The Core Mechanism: Layers, Cache, and Immutable History

To understand why order matters, you must visualize the Docker build process as constructing a stack of transparent slides. Each RUN, COPY, or ADD instruction creates a new slide on top of the stack. Crucially, Docker's build cache uses the content of these slides (their layer hashes) to determine if a step can be skipped. If you change a slide early in the stack, every subsequent slide must be recreated. This is why placing frequently changing application code before installing stable system dependencies destroys cache efficiency. More insidiously, everything placed on a slide remains in the history of that build stage. Even if you delete a file in a later RUN command, a record of that file's existence—and often its contents—persists in the intermediate layer's history, which can be a security liability. The order dictates what is exposed, what is hidden, and what becomes a permanent part of your image's DNA.
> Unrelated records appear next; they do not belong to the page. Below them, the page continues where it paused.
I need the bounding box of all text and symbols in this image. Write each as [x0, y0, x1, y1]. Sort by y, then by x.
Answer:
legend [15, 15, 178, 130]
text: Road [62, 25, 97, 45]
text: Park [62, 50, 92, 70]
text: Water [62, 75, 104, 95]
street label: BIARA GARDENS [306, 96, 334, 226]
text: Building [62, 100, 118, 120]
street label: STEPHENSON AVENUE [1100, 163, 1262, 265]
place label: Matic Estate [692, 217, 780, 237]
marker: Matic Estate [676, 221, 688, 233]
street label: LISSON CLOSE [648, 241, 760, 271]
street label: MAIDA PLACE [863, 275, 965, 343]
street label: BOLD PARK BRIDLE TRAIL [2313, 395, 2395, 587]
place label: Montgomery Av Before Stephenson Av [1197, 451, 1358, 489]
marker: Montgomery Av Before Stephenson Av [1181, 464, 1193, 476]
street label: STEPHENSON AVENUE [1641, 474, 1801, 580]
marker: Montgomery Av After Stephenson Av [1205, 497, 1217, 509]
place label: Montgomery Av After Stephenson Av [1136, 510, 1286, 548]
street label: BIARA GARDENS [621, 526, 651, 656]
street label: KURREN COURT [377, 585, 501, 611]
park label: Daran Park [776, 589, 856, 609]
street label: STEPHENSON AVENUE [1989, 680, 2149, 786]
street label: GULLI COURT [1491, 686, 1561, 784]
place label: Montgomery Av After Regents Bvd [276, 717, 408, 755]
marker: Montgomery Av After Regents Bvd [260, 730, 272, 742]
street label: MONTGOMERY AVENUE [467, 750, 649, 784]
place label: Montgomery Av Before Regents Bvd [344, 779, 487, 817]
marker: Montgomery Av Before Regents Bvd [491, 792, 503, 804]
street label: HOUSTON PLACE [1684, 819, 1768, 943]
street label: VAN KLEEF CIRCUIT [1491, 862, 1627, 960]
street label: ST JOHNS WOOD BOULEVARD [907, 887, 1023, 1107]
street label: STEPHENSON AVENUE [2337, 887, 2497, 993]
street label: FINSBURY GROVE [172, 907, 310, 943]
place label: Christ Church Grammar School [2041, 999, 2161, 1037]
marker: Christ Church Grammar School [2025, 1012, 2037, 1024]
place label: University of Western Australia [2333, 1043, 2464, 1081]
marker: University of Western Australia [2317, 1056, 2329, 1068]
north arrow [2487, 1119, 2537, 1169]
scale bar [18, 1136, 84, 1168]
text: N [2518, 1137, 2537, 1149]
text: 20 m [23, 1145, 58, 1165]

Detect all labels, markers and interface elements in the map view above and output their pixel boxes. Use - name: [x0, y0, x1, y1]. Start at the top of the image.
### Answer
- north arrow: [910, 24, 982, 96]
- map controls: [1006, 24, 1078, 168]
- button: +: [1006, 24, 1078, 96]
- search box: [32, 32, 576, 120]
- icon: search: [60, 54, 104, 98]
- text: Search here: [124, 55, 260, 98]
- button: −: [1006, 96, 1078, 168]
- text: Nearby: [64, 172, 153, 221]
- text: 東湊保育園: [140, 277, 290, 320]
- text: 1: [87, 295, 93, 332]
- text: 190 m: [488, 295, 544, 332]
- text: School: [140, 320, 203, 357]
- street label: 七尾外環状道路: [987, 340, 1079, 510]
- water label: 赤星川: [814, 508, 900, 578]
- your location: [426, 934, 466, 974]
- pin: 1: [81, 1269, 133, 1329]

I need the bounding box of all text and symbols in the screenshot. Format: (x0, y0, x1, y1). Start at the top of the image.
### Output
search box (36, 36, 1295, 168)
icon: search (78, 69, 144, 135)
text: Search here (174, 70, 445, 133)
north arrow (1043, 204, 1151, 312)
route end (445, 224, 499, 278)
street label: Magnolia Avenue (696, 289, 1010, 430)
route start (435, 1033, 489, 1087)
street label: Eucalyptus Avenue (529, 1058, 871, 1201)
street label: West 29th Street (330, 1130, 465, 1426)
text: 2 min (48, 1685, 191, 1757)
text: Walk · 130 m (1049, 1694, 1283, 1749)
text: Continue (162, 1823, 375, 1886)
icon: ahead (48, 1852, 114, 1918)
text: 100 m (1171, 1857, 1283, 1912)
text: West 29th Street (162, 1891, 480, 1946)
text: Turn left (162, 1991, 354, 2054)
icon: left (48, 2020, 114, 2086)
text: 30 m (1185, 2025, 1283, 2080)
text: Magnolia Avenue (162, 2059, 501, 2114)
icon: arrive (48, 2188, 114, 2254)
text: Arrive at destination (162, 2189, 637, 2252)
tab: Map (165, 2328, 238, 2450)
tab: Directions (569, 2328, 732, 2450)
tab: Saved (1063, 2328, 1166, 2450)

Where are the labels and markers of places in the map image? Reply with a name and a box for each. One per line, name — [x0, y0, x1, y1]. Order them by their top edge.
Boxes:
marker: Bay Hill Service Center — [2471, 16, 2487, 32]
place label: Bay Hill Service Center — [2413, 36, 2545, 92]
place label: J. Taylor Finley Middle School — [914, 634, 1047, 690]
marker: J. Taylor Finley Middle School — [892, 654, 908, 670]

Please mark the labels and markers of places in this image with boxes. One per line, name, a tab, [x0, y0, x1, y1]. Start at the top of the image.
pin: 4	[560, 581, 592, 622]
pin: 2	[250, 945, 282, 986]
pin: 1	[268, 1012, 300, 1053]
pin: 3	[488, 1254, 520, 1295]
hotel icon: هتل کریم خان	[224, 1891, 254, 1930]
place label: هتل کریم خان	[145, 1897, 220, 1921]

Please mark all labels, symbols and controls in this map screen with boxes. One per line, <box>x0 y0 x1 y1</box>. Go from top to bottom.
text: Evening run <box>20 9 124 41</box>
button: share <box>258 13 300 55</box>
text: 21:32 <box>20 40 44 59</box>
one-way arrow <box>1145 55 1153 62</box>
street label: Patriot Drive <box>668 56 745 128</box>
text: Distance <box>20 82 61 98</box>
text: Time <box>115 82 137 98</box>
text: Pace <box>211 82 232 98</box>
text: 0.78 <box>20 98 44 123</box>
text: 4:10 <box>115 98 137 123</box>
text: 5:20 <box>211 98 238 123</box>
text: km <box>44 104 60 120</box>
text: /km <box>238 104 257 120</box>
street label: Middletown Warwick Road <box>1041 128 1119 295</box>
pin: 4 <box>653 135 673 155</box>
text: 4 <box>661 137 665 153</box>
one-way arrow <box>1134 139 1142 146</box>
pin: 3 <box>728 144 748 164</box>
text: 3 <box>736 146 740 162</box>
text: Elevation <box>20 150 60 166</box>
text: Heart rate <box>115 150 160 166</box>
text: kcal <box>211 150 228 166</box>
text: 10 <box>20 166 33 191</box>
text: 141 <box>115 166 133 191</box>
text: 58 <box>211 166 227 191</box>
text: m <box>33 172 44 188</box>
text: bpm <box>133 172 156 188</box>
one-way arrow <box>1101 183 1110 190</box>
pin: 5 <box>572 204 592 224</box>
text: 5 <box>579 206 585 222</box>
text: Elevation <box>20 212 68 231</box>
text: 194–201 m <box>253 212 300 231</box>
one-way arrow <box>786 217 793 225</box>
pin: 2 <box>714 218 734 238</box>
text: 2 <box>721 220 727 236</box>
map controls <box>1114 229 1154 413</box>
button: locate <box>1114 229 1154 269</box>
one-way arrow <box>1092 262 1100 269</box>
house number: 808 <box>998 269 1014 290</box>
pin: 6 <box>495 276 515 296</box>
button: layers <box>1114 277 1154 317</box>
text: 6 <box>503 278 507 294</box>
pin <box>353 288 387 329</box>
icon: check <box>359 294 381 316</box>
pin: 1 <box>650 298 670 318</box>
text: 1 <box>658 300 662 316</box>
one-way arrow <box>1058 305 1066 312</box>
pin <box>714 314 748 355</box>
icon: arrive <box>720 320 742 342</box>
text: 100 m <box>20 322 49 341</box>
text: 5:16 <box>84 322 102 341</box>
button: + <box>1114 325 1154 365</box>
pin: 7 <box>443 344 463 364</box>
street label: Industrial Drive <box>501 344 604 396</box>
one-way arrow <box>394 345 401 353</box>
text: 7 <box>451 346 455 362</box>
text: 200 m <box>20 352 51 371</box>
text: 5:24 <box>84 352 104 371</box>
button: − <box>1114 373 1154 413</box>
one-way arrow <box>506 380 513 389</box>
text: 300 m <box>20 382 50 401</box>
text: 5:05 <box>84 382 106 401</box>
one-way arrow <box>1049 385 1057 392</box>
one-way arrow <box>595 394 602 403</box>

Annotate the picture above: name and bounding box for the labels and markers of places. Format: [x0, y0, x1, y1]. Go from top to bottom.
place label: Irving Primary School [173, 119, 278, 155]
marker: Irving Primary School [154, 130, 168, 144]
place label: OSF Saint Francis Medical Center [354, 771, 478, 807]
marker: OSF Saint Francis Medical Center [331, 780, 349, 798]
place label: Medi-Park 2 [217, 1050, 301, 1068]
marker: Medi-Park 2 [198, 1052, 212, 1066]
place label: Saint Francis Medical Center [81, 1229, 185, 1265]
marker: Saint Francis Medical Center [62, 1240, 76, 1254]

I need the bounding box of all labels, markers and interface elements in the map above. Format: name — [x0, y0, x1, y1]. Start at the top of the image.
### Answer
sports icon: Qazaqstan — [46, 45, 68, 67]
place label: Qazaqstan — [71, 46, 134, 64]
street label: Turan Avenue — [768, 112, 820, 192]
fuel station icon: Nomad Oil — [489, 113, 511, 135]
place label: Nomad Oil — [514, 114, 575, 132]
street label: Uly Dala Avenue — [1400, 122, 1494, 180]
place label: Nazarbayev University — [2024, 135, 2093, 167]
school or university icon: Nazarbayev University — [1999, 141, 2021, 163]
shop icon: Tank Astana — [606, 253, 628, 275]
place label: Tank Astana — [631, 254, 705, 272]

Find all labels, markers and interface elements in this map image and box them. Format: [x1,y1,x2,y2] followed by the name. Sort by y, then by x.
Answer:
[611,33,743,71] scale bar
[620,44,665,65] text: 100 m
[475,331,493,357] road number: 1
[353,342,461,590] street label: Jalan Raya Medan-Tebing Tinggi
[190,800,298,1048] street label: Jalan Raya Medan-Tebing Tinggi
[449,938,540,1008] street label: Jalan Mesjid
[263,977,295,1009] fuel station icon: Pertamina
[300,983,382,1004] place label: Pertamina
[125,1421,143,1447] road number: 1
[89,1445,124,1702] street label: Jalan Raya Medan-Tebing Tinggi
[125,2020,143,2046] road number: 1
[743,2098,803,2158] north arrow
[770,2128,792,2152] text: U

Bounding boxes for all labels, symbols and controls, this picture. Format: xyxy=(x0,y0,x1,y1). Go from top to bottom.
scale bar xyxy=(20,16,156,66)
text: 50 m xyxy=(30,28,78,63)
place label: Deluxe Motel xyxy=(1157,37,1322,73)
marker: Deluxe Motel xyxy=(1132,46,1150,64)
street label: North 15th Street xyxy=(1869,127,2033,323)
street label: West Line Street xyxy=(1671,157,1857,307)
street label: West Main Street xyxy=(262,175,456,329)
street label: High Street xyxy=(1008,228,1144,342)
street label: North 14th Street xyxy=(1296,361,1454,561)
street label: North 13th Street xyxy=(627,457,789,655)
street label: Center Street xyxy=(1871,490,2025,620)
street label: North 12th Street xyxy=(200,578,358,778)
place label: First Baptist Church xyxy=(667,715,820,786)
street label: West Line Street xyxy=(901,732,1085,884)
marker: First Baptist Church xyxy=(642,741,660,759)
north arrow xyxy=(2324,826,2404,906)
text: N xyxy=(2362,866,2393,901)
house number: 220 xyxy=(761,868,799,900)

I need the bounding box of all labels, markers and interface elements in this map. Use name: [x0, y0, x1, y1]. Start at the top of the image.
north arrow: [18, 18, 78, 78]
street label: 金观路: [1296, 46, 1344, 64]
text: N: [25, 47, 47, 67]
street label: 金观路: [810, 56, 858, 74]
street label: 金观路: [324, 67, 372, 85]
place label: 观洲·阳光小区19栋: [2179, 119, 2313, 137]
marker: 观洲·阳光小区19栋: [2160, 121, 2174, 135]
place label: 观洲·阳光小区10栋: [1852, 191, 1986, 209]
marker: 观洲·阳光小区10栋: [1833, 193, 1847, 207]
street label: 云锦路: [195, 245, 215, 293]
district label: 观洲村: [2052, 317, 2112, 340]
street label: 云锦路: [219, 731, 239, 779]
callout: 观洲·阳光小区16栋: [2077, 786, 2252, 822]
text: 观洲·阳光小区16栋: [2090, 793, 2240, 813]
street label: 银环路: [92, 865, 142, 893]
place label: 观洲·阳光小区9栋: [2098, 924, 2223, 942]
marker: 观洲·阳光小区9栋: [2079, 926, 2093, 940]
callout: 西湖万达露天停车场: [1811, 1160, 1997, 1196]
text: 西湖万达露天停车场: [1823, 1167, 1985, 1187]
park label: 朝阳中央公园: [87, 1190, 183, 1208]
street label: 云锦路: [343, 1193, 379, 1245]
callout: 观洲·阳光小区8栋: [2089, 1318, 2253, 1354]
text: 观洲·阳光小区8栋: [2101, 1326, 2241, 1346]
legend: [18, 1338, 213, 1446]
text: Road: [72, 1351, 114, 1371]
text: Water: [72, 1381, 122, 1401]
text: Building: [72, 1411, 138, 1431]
A Composite Scenario: The Leaky Build Tool

Consider a typical project building a Go application. A common, flawed pattern is to start the final stage with COPY --from=builder /app/my-binary .. This seems clean. However, what if the 'builder' stage also installed curl, wget, git, and a compiler to fetch dependencies? Those tools are not copied, correct? True, but the builder stage itself remains an accessible part of the image manifest. In certain orchestration environments or if the build cache is exported, an attacker with access to the image could theoretically dissect the builder stage to find vulnerabilities in those tools or even exploit them if they can execute commands in a compromised container during build. The mistake was not isolating the build toolchain effectively; the dependency (the full build environment) was placed in a location that, while not in the final filesystem, remains part of the artifact's accessible context. The solution involves stricter separation and potentially using separate, disposable build containers.

This scenario illustrates that the problem extends beyond final image size. It's about attack surface and compliance. A security scanner that only analyzes the final layer might give a false sense of security, while the actual risk lurks in the ancestry. Therefore, structuring stages isn't just a performance optimization; it's a fundamental security control. The order must be planned to minimize persistent exposure, not just to streamline the build. Every tool you install, even temporarily, must be accounted for in your dependency graph, with a clear path for its removal or containment before the image is finalized.

Anatomy of a Flawed Dockerfile: Common Mistake Patterns

To diagnose and fix order-related issues, we must first recognize their symptoms. These mistakes often arise from incremental development, where instructions are added to solve an immediate problem without considering the layer stack's cumulative effect. Let's categorize the most prevalent anti-patterns that sabotage container integrity. Each represents a misunderstanding of the layer-caching mechanism or a misplacement of a logical dependency. By naming these patterns, teams can conduct more effective code reviews and preemptively avoid the pitfalls that lead to bloated, insecure, or unreliable images. The goal is to shift from reactive debugging to proactive design, where the Dockerfile structure is a deliberate blueprint rather than a historical log of commands.

Mistake 1: The Monolithic RUN Command

A single, sprawling RUN instruction that updates apt, installs packages, downloads source code, configures the environment, and cleans up in one line is a major red flag. While it may reduce layer count, it destroys cache efficiency and debugging clarity. If any part of that command changes (like adding one new package), the entire expensive operation—including the apt update and cleanup—is invalidated and rerun. Furthermore, if the cleanup step fails mid-script, the layer may be committed with partially cleaned state. The dependency graph here is opaque; there's no logical separation between the dependency fetch, installation, and cleanup phases. This pattern makes it impossible for Docker to reuse the stable portion of your system setup, leading to longer build times and wasted bandwidth.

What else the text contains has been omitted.